Independent oil and gas producer Apache Corp. (NYSE: APA) announced the discovery of a new shale play, called the Alpine High, in the Delaware Basin portion of the Permian Basin. The company estimates the discovery includes 75 trillion cubic feet of “rich” gas and 3 billion barrels of oil equivalent.
These are company estimates and not yet proved, but nonetheless pretty impressive.
CEO John J. Christmann IV got to crow a little:
While other companies have focused on acquisitions during the downturn, we took a contrarian approach and focused on organic growth opportunities. These efforts have resulted in the identification of an immense resource that we believe will deliver significant value for our shareholders for many years. We are incredibly excited about the Alpine High play and its large inventory of repeatable, high-value drilling opportunities.
And the excitement may be justified. The Permian is the hot spot for crude exploration and production right now, and these numbers from Apache tell the story:
- Apache has secured 307,000 contiguous net acres (352,000 gross acres) at an attractive average cost of approximately $1,300 per acre.
- Alpine High has 4,000 to 5,000 feet of stacked pay in up to five distinct formations including the Bone Springs, Wolfcamp, Pennsylvanian, Barnett and Woodford.
- 2,000 to more than 3,000 future drilling locations have been identified in the Woodford and Barnett formations alone. These formations are in the wet gas window and are expected to deliver a combination of rich gas and oil. Initial estimates for the Woodford and Barnett zones indicate a pretax, net present value (NPV) range of $4 million to $20 million per well, at benchmark oil and natural gas prices of $50 per barrel and $3 per million cubic feet (Mcf), respectively. Expected well costs in development mode for a 4,100 foot lateral are estimated to be approximately $4 million per well in normally pressured settings and $6 million per well in over-pressured settings.

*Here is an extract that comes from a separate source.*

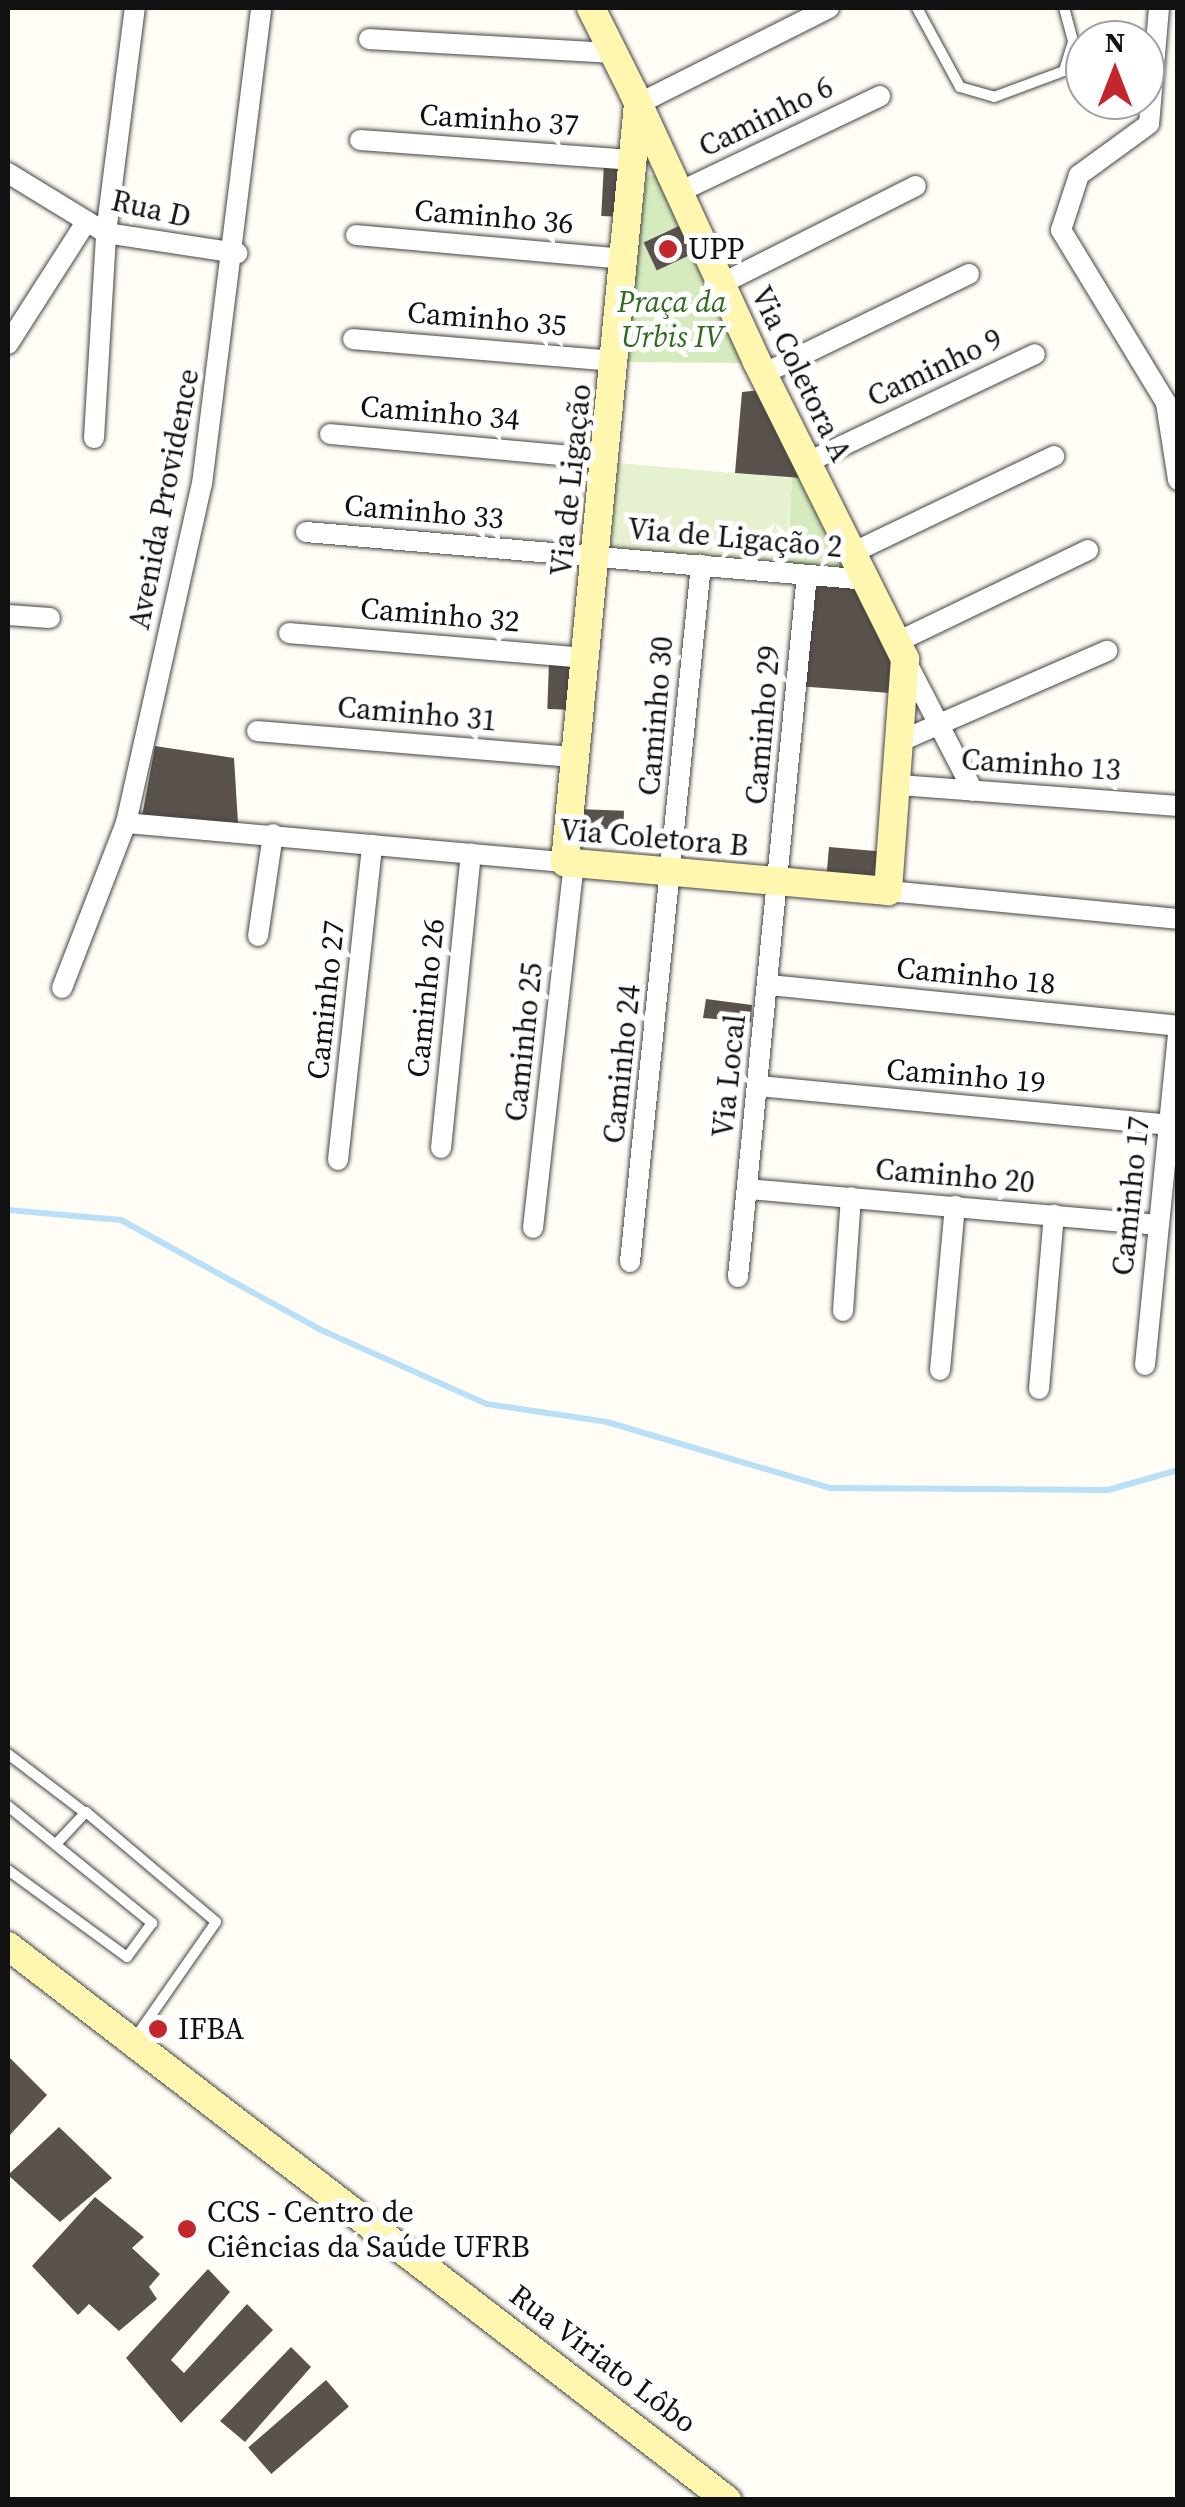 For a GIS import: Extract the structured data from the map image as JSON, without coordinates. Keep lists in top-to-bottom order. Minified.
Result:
{"streets":{"street":["Caminho 6","Caminho 37","Rua D","Caminho 36","Caminho 35","Caminho 9","Via Coletora A","Caminho 34","Via de Ligação","Avenida Providence","Caminho 33","Via de Ligação 2","Caminho 32","Caminho 31","Caminho 30","Caminho 29","Caminho 13","Via Coletora B","Caminho 18","Caminho 26","Caminho 27","Caminho 25","Caminho 24","Via Local","Caminho 19","Caminho 20","Caminho 17","Rua Viriato Lôbo"]},"crossings":[["Caminho 6","Via Coletora A"],["Caminho 37","Via de Ligação"],["Rua D","Avenida Providence"],["Caminho 36","Via de Ligação"],["Caminho 35","Via de Ligação"],["Caminho 9","Via Coletora A"],["Via Coletora A","Via de Ligação"],["Via Coletora A","Via de Ligação 2"],["Via Coletora A","Caminho 13"],["Via Coletora A","Via Coletora B"],["Caminho 34","Via de Ligação"],["Via de Ligação","Caminho 33"],["Via de Ligação","Via de Ligação 2"],["Via de Ligação","Caminho 32"],["Via de Ligação","Caminho 31"],["Via de Ligação","Via Coletora B"],["Via de Ligação","Caminho 25"],["Avenida Providence","Via Coletora B"],["Caminho 33","Via de Ligação 2"],["Via de Ligação 2","Caminho 30"],["Via de Ligação 2","Caminho 29"],["Caminho 30","Via Coletora B"],["Caminho 30","Caminho 24"],["Caminho 29","Via Coletora B"],["Caminho 29","Via Local"],["Via Coletora B","Caminho 26"],["Via Coletora B","Caminho 27"],["Via Coletora B","Caminho 25"],["Via Coletora B","Caminho 24"],["Via Coletora B","Via Local"],["Caminho 18","Via Local"],["Via Local","Caminho 19"],["Via Local","Caminho 20"],["Caminho 19","Caminho 17"],["Caminho 20","Caminho 17"]],"parks":["Praça da Urbis IV"],"places":["UPP","IFBA","CCS - Centro de Ciências da Saúde UFRB"],"north":"top"}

- Apache has drilled 19 wells in the play, with nine currently producing in limited quantities due to infrastructure constraints. This includes six wells in the Woodford, one well in the Barnett and one well each in the shallower Wolfcamp and Bone Springs oil formations.
Focus on the acreage for a moment: a total of 307,000 net acres at about $1,300 per acre. PDC Energy Inc. (NASDAQ: PDCE) recently paid about $23,000 an acre for 57,000 net acres in the Delaware Basin and EOG Resources Inc. (NYSE: EOG) paid around $7,000 to $8,000 per acre for 186,000 net acres in basin as part of its acquisition of Yates Petroleum. It is true that PDC and EOG paid for flowing oil and Apache’s acreage is mostly undeveloped, but even at the low NPV of $4 million, at 40-acre spacing each acre’s hydrocarbons are valued at $100,000. And the value could rise by a factor of five.
It’s no wonder the company has boosted its 2016 capex budget by $200 million to a 2016 total of approximately $2 billion and that it plans to spend a quarter of its total annual budget on the Alpine High play.
Apache’s stock jumped to an intraday high of $58.99, up more than 14%, before settling back down to trade at $55.40. The stock’s 52-week range is $32.20 to $59.59, and the consensus 12-month price target is $57.06.